Exposure to tetralin resulted in nonneoplastic lesions of the nose in male and female mice, and urinary bladder in male and female mice.

Executive summary:

In a 2 -year inhalation study groups of fifty B6C3F1 mice of each sex were exposed to tetrahydronaphthalene for 6 h per day for 5 day per week at levels of 0, 30, 60 and 120 ppm (corresponding to 165, 330 and 660 mg/m³).

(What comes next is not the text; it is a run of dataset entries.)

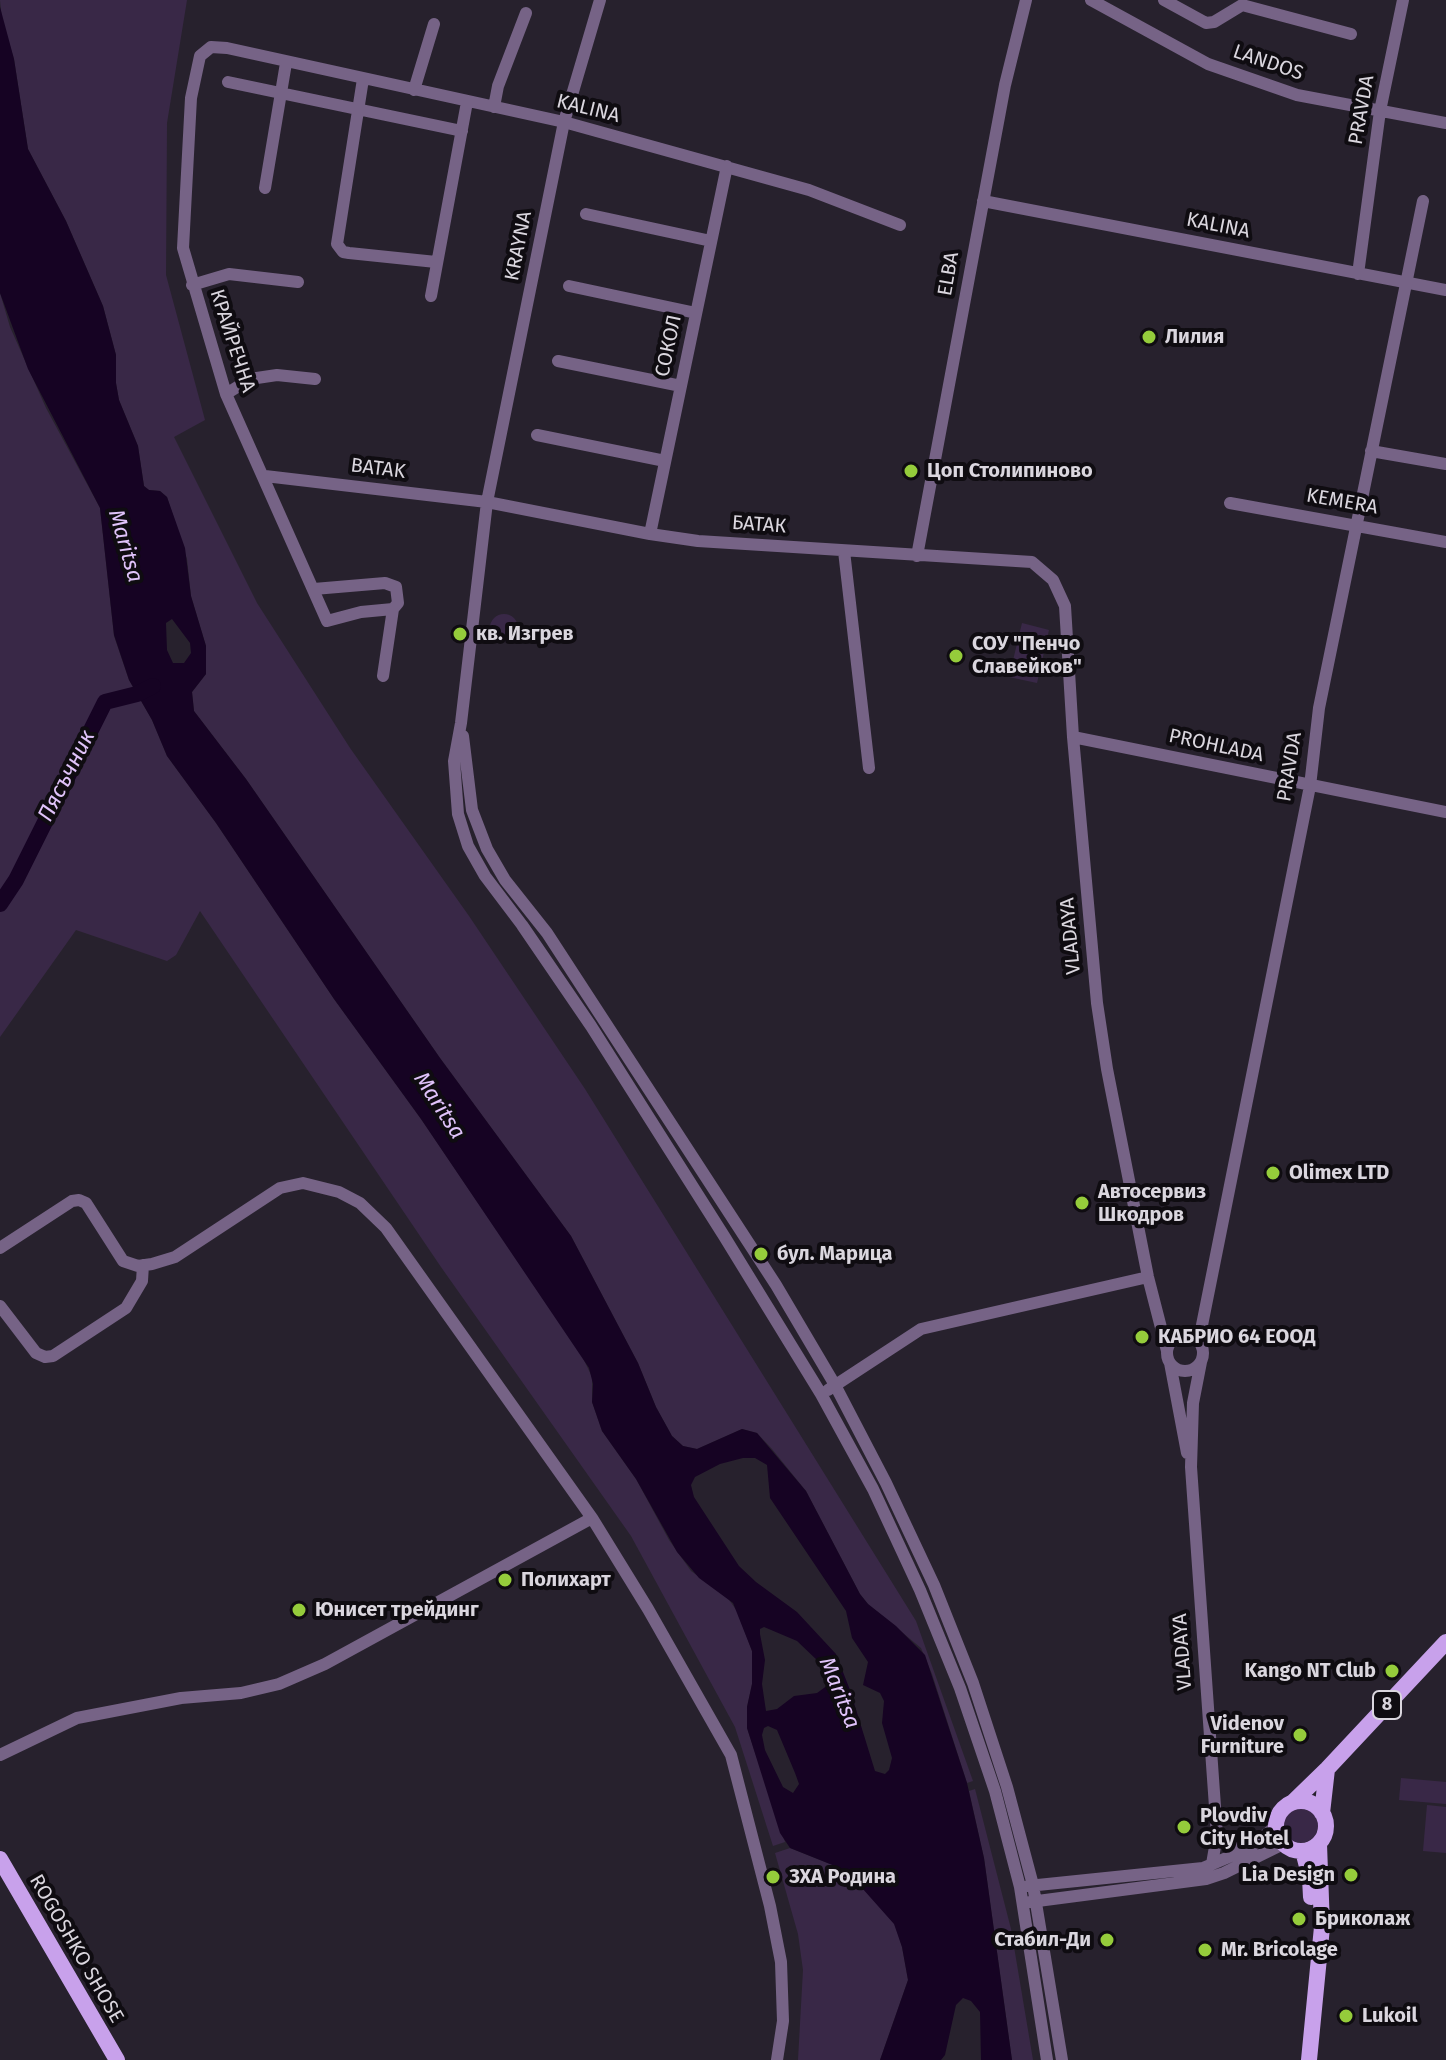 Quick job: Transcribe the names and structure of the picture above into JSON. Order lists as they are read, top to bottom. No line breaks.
{"streets":{"main road":["8","ROGOSHKO SHOSE"],"street":["LANDOS","KALINA","PRAVDA","KRAYNA","ELBA","КРАЙРЕЧНА","СОКОЛ","BATAK","KEMERA","БАТАК","PROHLADA","VLADAYA"]},"crossings":[["LANDOS","PRAVDA"],["KALINA","PRAVDA"],["KALINA","KRAYNA"],["KALINA","ELBA"],["KALINA","КРАЙРЕЧНА"],["KALINA","СОКОЛ"],["PRAVDA","KEMERA"],["PRAVDA","PROHLADA"],["PRAVDA","VLADAYA"],["KRAYNA","BATAK"],["KRAYNA","БАТАК"],["ELBA","БАТАК"],["КРАЙРЕЧНА","BATAK"],["СОКОЛ","БАТАК"],["BATAK","БАТАК"],["БАТАК","VLADAYA"],["PROHLADA","VLADAYA"]],"water":["Maritsa","Пясъчник"],"places":["Лилия","Цоп Столипиново","кв. Изгрев","СОУ \"Пенчо Славейков\"","Olimex LTD","Автосервиз Шкодров","бул. Марица","КАБРИО 64 ЕООД","Полихарт","Юнисет трейдинг","Kango NT Club","Videnov Furniture","Plovdiv City Hotel","Lia Design","ЗХА Родина","Бриколаж","Стабил-Ди","Mr. Bricolage","Lukoil"]} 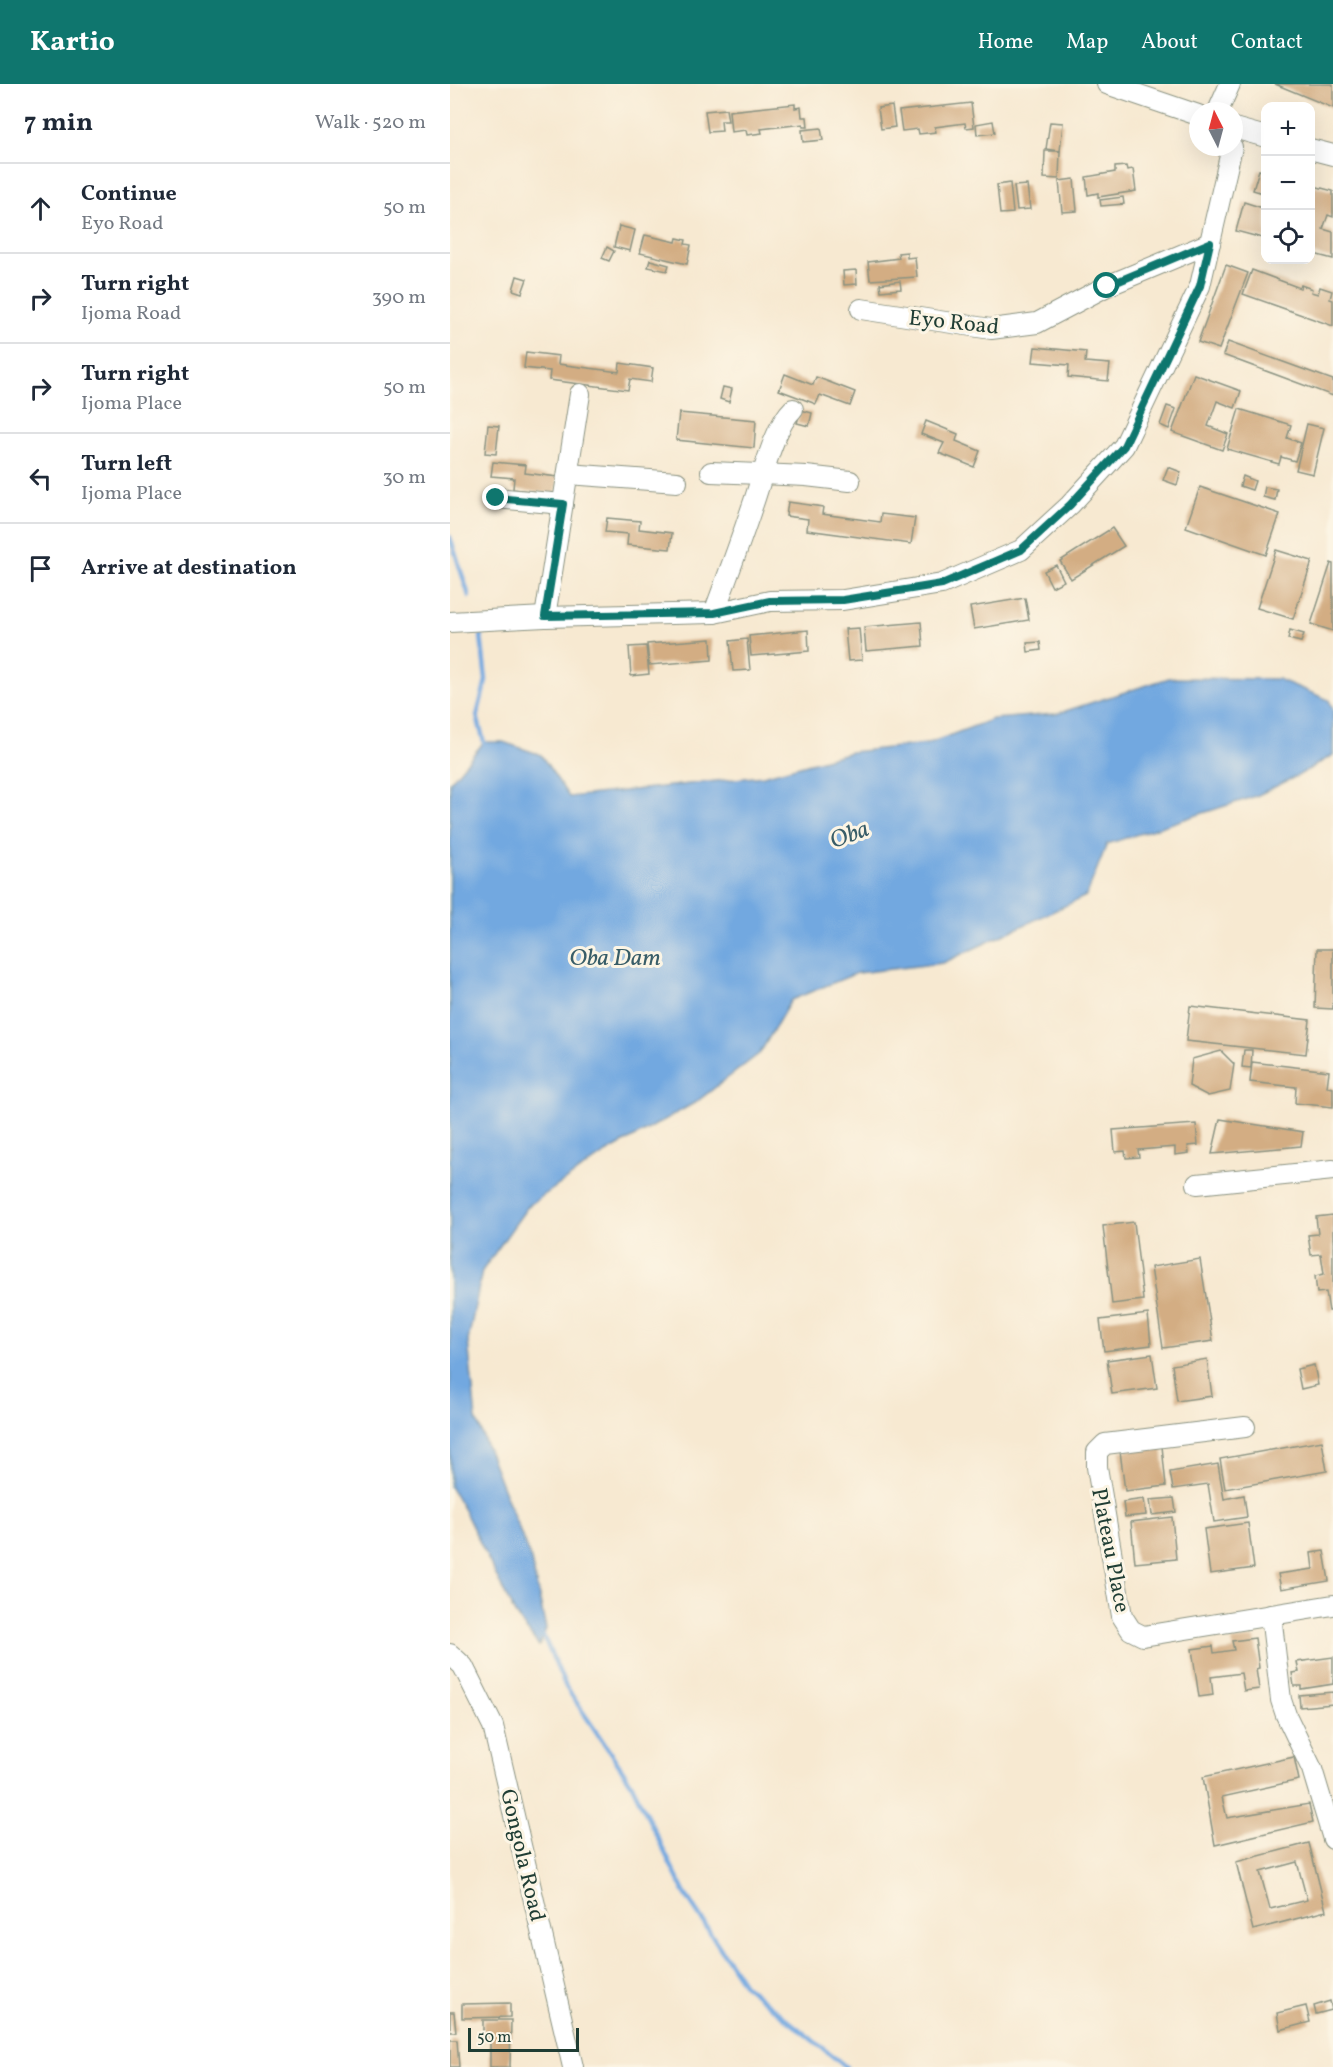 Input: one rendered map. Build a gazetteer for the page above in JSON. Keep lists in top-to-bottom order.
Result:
{
  "streets": {
    "street": ["Eyo Road", "Plateau Place", "Gongola Road"]
  },
  "water": ["Oba", "Oba Dam"],
  "scale_bar": "50 m",
  "north": "top",
  "page": {
    "header": "Kartio",
    "nav": [
      "Home",
      "Map",
      "About",
      "Contact"
    ],
    "heading": ["7 min", "Walk · 520 m"],
    "map_buttons": ["+", "−"],
    "list": [
      ["Continue", "Eyo Road", "50 m"],
      ["Turn right", "Ijoma Road", "390 m"],
      ["Turn right", "Ijoma Place", "50 m"],
      ["Turn left", "Ijoma Place", "30 m"],
      "Arrive at destination"
    ],
    "scale": "50 m"
  }
} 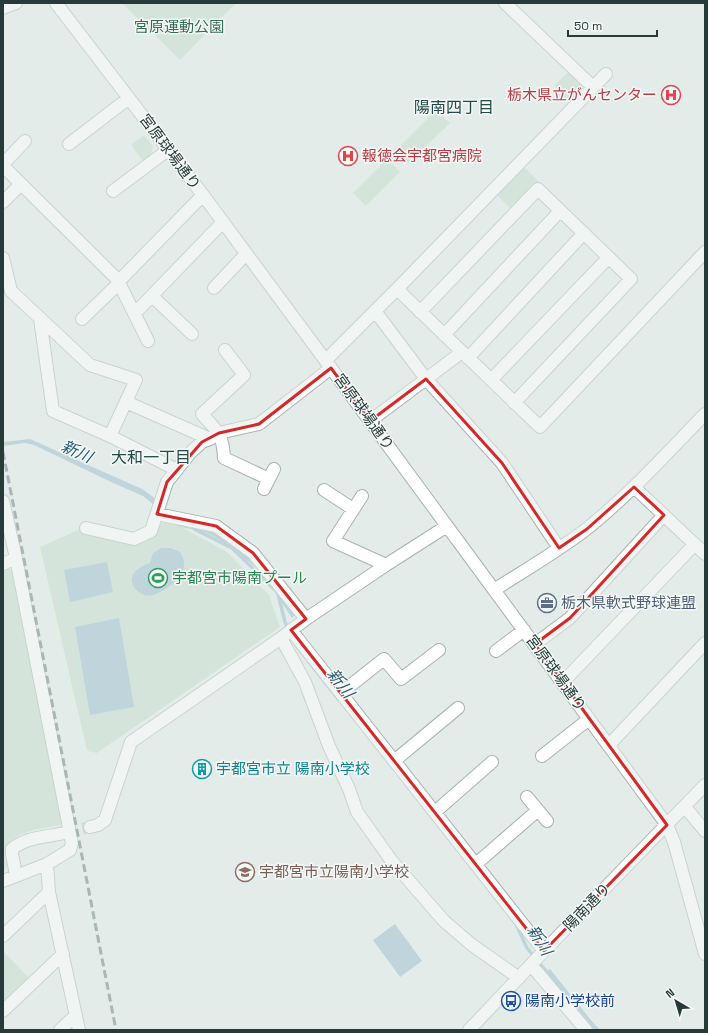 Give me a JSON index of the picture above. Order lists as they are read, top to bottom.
{
  "streets": {
    "street": ["宮原球場通り", "陽南通り"]
  },
  "crossings": [
    ["宮原球場通り", "陽南通り"]
  ],
  "districts": ["陽南四丁目", "大和一丁目"],
  "water": ["新川"],
  "parks": ["宮原運動公園"],
  "places": {
    "hospital": ["栃木県立がんセンター", "報徳会宇都宮病院"],
    "sports": ["宇都宮市陽南プール"],
    "office": ["栃木県軟式野球連盟"],
    "building": ["宇都宮市立 陽南小学校"],
    "school or university": ["宇都宮市立陽南小学校"],
    "bus stop": ["陽南小学校前"]
  },
  "scale_bar": "50 m",
  "north": "top left"
}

Mortality and body weights were not adversely affected.

Dark-stained urine was observed in all exposed groups of male mice and in females exposed to 60 or 120 ppm but was more frequent in males (males: 0 ppm, 0/50; 30 ppm, 8/50; 60 ppm, 36/50; 120 ppm, 45/50; females: 0/50, 0/50, 3/50, 8/50); this observation was not related to toxicological effects.

There was a positive trend in the incidences of hemangiosarcoma in female mice, and the incidence in 120 ppm females exceeded the historical control range for inhalation studies but not for all routes of administration.

Urinary Bladder: The incidences of minimal transitional epithelium cytoplasmic eosinophilic granules were significantly increased in all exposed groups of male and female mice with unclear biological significance.

The incidence of minimal corneal mineralization was significantly increased in 120 ppm females.

The incidences of nose glandular hyperplasia, olfactory epithelium atrophy, and respiratory metaplasia in exposed groups of mice were significantly greater than those in the chamber controls.